I prepared a small H2O test case: one H2O molecule in an 18 Angstrom cubic box, Gamma-only, PW basis, with expected valence electron count of 8 e.
abacus_device_auto_kpar_h2o.tar.gz

The attached reproducer folder contains:

  • INPUT.gpu: explicit device gpu
  • INPUT.nodevice: no device line, therefore default device=auto
  • INPUT.cpu: explicit device cpu control
  • STRU
  • KPT
  • analyze_cube.py: no-dependency cube electron-count checker
  • run_h2o_device_auto_kpar_reproducer.slurm: runs the small matrix and writes a summary

Observed behavior

Case Observation
explicit device gpu, np=1 Runs normally; chg.cube integrates to about 7.99995 e.
explicit device gpu, np=2 Fails early with nks == 0, some processor have no k points!; no misleading cube is produced.
omitted device, np=1 Runs normally; chg.cube integrates to about 7.99995 e.
omitted device, np=2 Finishes without a clear fatal error, but writes a bad chg.cube; observed integral was about 6.43463 e, with an abnormal total energy.
explicit device cpu, np=2 Used as a control path; expected to conserve electron count.

This is dangerous because the omitted-device case can produce a file that looks like a normal direct cube but is numerically wrong.

Expected behavior

The omitted-device case should not silently enter a different unsupported PW/GPU parallel path.

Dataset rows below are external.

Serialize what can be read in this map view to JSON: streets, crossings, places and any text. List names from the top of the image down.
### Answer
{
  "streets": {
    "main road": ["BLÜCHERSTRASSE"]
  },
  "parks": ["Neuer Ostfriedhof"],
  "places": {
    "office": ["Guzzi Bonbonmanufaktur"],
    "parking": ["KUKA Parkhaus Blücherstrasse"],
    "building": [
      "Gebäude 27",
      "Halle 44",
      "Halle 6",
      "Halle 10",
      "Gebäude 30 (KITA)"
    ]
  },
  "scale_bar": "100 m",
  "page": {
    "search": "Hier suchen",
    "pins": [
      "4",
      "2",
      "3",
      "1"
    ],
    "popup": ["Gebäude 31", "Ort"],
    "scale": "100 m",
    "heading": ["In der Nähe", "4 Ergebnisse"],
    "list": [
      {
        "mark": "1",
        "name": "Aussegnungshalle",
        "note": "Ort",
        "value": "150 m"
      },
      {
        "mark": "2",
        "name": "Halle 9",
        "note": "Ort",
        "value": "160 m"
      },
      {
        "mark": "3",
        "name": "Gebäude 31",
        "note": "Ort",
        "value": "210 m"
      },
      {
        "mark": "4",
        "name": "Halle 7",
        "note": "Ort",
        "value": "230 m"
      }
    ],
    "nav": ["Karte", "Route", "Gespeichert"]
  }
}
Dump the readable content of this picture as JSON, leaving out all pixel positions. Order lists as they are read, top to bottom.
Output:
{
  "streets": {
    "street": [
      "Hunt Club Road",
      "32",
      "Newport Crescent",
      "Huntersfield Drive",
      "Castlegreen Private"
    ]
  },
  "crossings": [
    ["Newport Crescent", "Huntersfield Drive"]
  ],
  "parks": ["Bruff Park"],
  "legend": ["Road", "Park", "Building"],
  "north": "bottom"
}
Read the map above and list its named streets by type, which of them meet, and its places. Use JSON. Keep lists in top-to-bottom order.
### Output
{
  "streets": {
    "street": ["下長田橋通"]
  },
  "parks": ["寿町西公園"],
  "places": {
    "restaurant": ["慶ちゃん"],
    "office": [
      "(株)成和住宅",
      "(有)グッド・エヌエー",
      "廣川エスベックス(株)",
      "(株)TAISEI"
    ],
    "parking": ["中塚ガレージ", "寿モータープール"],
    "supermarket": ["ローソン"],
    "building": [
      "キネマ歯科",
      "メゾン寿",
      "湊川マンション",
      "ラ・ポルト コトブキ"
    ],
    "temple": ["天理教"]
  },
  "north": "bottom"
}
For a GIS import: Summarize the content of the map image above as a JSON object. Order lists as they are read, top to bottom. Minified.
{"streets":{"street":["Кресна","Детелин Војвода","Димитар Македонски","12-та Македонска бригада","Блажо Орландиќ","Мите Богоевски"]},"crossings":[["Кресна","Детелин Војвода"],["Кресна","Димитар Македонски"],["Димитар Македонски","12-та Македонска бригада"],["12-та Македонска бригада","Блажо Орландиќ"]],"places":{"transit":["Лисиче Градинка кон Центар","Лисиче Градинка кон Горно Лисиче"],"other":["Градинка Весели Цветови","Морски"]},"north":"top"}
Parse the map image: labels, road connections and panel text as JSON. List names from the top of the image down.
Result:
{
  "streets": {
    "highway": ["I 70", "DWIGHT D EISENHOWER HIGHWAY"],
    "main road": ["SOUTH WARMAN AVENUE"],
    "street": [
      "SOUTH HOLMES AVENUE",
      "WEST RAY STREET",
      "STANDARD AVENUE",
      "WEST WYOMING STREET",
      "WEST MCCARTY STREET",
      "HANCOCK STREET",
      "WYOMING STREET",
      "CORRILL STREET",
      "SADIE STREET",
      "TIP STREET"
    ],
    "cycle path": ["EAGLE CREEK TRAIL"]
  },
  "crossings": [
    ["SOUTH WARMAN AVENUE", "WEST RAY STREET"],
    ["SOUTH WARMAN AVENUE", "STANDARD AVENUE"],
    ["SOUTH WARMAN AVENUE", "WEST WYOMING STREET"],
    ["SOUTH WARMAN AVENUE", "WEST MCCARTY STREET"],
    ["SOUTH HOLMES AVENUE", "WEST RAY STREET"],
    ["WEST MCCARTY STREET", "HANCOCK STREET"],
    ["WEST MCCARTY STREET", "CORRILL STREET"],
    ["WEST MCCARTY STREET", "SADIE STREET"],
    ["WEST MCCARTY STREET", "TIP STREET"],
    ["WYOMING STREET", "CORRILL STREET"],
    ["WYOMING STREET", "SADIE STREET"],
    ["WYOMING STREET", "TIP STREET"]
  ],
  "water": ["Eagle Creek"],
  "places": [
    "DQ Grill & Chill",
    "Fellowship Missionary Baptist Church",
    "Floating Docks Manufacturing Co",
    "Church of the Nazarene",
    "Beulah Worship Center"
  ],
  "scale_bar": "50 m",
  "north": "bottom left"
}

At least one of the following should happen:

  • device=auto should be finalized before kpar and related parallel defaults are reset, so omitted device and explicit device gpu use the same finalized device state.
  • If PW/GPU with multiple MPI ranks inside one k-point pool is not supported, ABACUS should fail fast before writing direct cube outputs.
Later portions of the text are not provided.